Each record that follows should be duplicated exactly, except for its pictures.

[Opening MATERIAL SUPPLIED section]

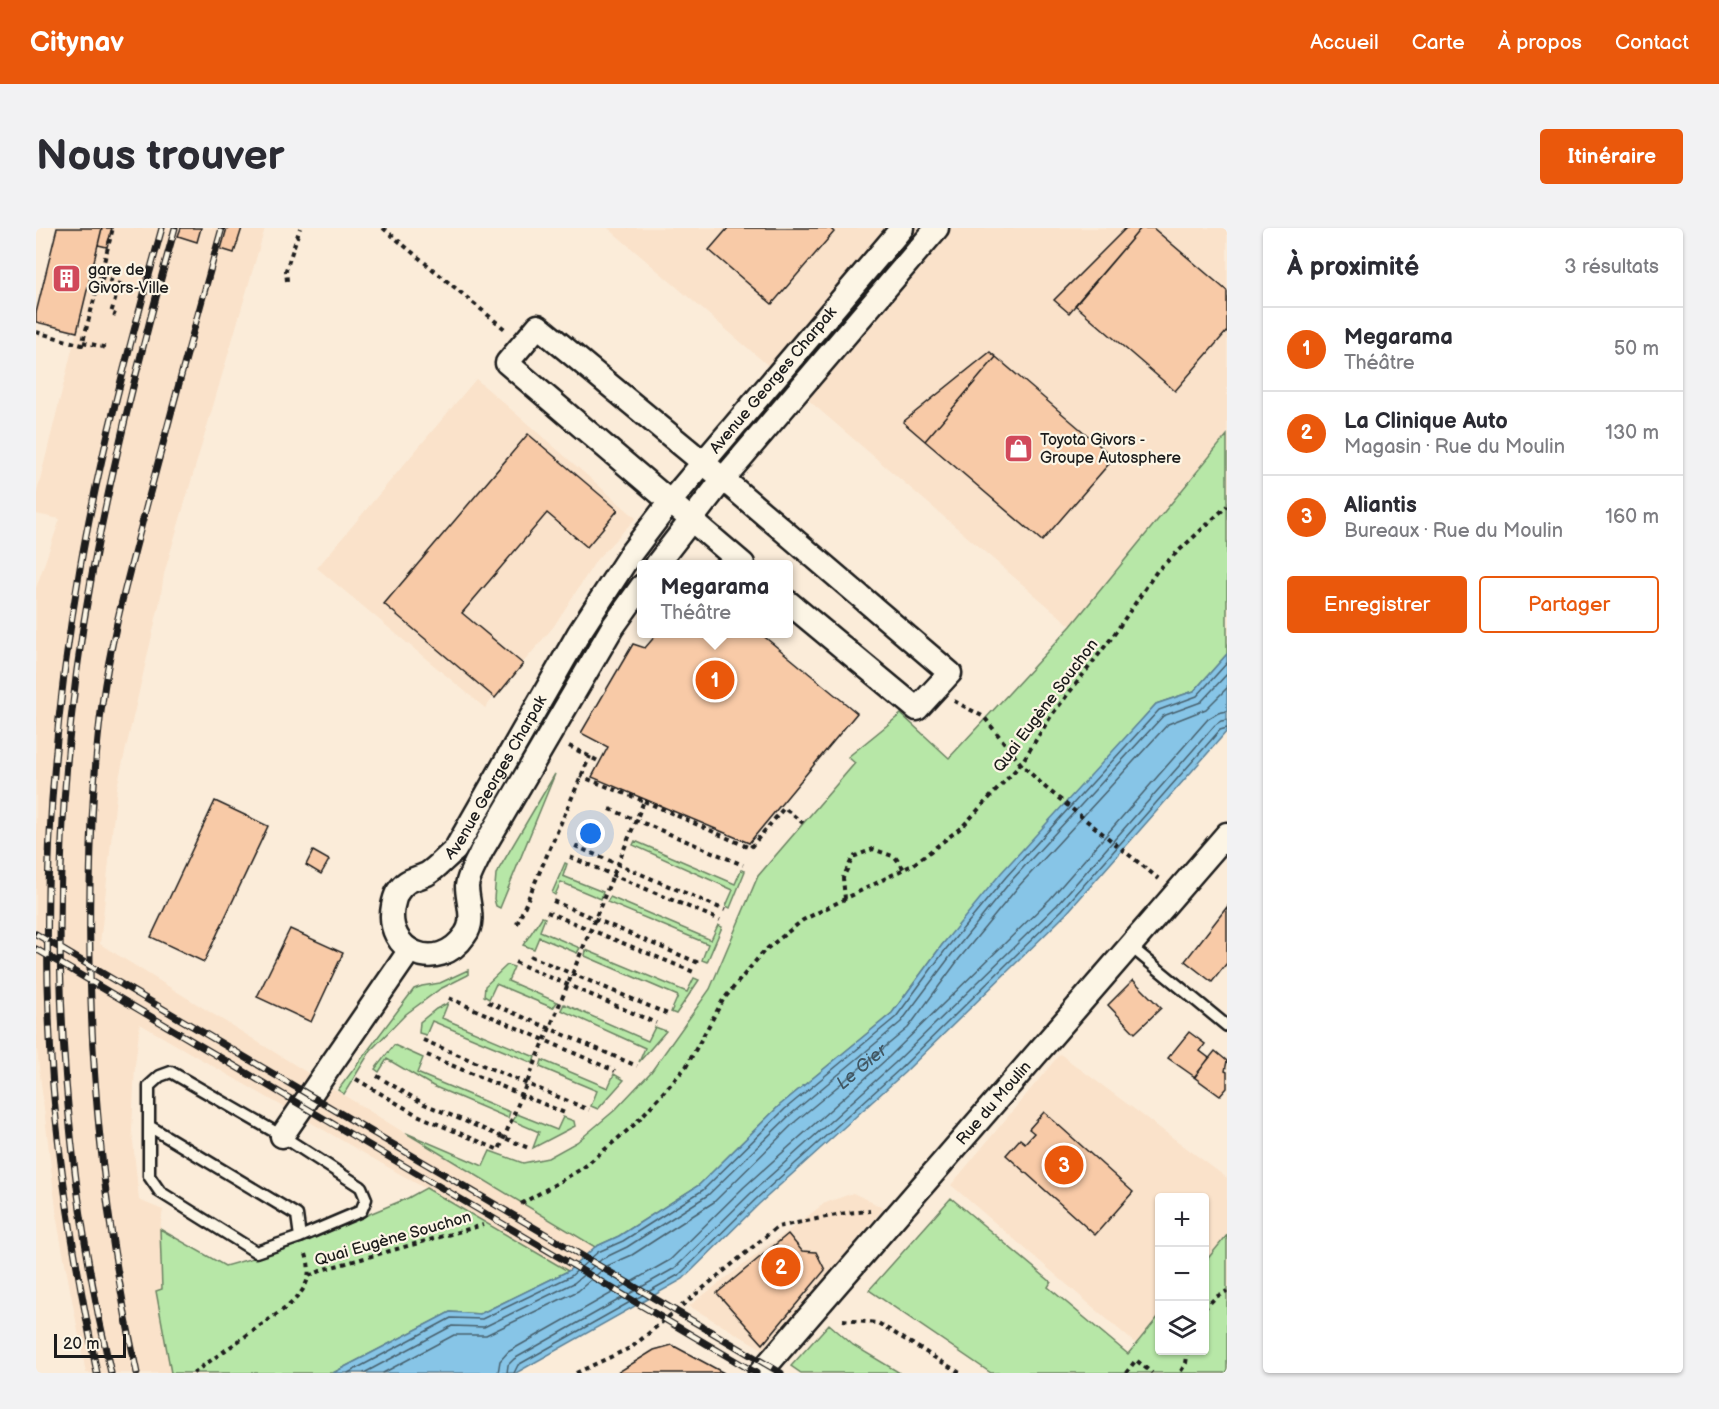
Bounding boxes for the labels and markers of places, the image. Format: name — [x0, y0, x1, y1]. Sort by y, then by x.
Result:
place label: gare de Givors-Ville — [88, 261, 169, 298]
building icon: gare de Givors-Ville — [51, 263, 83, 295]
place label: Toyota Givors - Groupe Autosphere — [1040, 431, 1181, 468]
shop icon: Toyota Givors - Groupe Autosphere — [1003, 433, 1035, 465]
pin: 1 — [696, 658, 734, 702]
pin: 3 — [1044, 1142, 1084, 1188]
pin: 2 — [762, 1244, 800, 1290]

[Closing MATERIAL SUPPLIED section]

§ TASK ANSWER:
Bounding boxes for the labels and markers of places, the image. Format: name — [x0, y0, x1, y1]. Sort by y, then by x.
Result:
place label: gare de Givors-Ville — [88, 261, 169, 298]
building icon: gare de Givors-Ville — [51, 263, 83, 295]
place label: Toyota Givors - Groupe Autosphere — [1040, 431, 1181, 468]
shop icon: Toyota Givors - Groupe Autosphere — [1003, 433, 1035, 465]
pin: 1 — [696, 658, 734, 702]
pin: 3 — [1044, 1142, 1084, 1188]
pin: 2 — [762, 1244, 800, 1290]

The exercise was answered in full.